Opinion filed October 28, 1926.

1. Deeds — what constitutes mental capacity to make deed. The test of mental capacity to make a deed is that the grantor must have sufficient mind and memory to comprehend the nature and effect of his act and to exercise his own will, and impairment of memory by reason of advanced years does not, of itself, indicate lack of mental power to comprehend a transaction and dispose of property.

2. Same — master’s report in suit to set aside deed is advisory, only — review. In a proceeding to set aside a deed upon the ground of mental incapacity and undue influence the report of the master in chancery is of an advisory nature, only, and all facts are open for consideration in the first instance by the trial court and by the reviewing court in case of an appeal, the question on the appeal being whether the decree was proper under the law and the evidence, without regard to the finding of the master upon any particular question of fact.

3. Same — what undue influence is sufficient to set aside deed.

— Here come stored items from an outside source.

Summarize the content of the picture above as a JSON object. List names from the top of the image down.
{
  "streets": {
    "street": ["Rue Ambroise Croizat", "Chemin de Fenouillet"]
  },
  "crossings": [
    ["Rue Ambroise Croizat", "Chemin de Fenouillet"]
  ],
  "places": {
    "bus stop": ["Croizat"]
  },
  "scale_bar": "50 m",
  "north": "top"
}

Undue influence which will avoid a deed must go to the extent of depriving the grantor of his free agency, and such influence must operate at the time of the transaction sought to be impeached-

4. Same — influence procured through affection is not wrongful. The term “undue influence” means a wrongful influence, and influence procured through affection is not wrongful.

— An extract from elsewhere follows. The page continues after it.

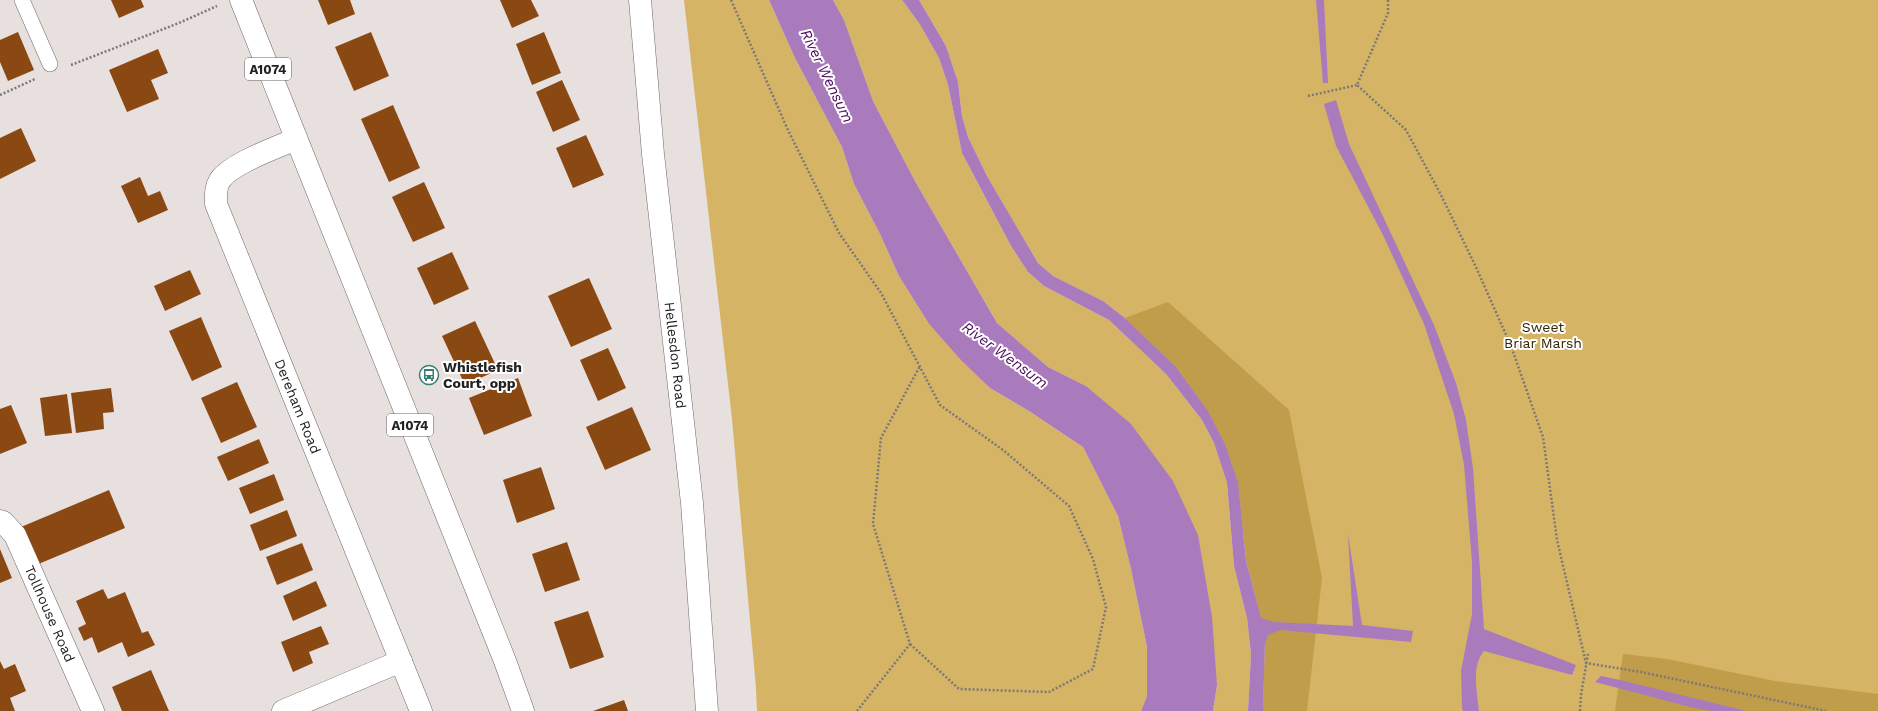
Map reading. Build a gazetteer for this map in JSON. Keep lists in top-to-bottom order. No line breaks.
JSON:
{"streets":{"main road":["A1074","Hellesdon Road","Dereham Road","Tollhouse Road"]},"crossings":[["A1074","Dereham Road"]],"water":["River Wensum"],"parks":["Sweet Briar Marsh"],"places":{"bus stop":["Whistlefish Court, opp"]}}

5. Same — relationship of parent and child does not raise presumption of undue influence. The mere relationship of parent and child does not, where the parent is the grantor and the child the grantee, raise any presumption of undue influence, and in such case there must be proof of fraud or undue influence in fact in order to avoid the deed.

Appeal from the Circuit Court of Monroe county; the Hon. George A. Crow, Judge, presiding.

D. E. Keefe, R. E. Gauen, and Charles Morrison, (Harold G. Baker, of counsel,) for appellants.

J. W. Rickert, and A. C. Bollinger, for appellees.

*407Mr. Justice Heard

delivered the opinion of the court:

Charles Hoelscher, aged eighty-three years, a resident of Monroe county, died testate on March 31, 1924, leaving him surviving his .sons, Cornelius, Herman and Henry, and his two daughters, Bertha Loeffler and Elizabeth. Mores-burg. His wife died in 1910. He had been a farmer and lived on the farm in question for about forty-two years, up to his death thereon. January 7, 1924, he conveyed the farm in question to his son Cornelius, one of the appellees, and at the same time executed a will, in which he bequeathed his personal property, amounting to about $6000 or $7000, to his children and a grandson, the son of Cornelius. Shortly after the death of Hoelscher appellants filed their bill in chancery in the circuit court of Monroe county, charging that Hoelscher was feeble in mind and body at the time of the execution of the deed; that he was unduly influenced by Cornelius to execute such deed; that Cornelius had designed a plan to become the owner of the property, and that the father, on account of advanced age and his feeble condition, was easily influenced, and that there was a confidential relation existing between Cornelius and his father at and before the time of the execution of the deed in question. The appellees are Cornelius Hoelscher and James R. Hewitt, the latter holding a mortgage on the property. Cornelius (who will hereafter be referred to as appellee) filed an answer denying all such allegations, and after replication filed the cause was referred to a special master in chancery. The special master, after hearing the testimony, made findings that the material allegations of appellants’ bill were proven and recommended a decree in their favor. To this finding by the master appellee filed objections. The objections were overruled by the master and stood as exceptions to the master’s report. The court sustained the exceptions to the master’s report and decreed that the bill be dismissed for want of equity, from which decree the complainants have appealed to this court.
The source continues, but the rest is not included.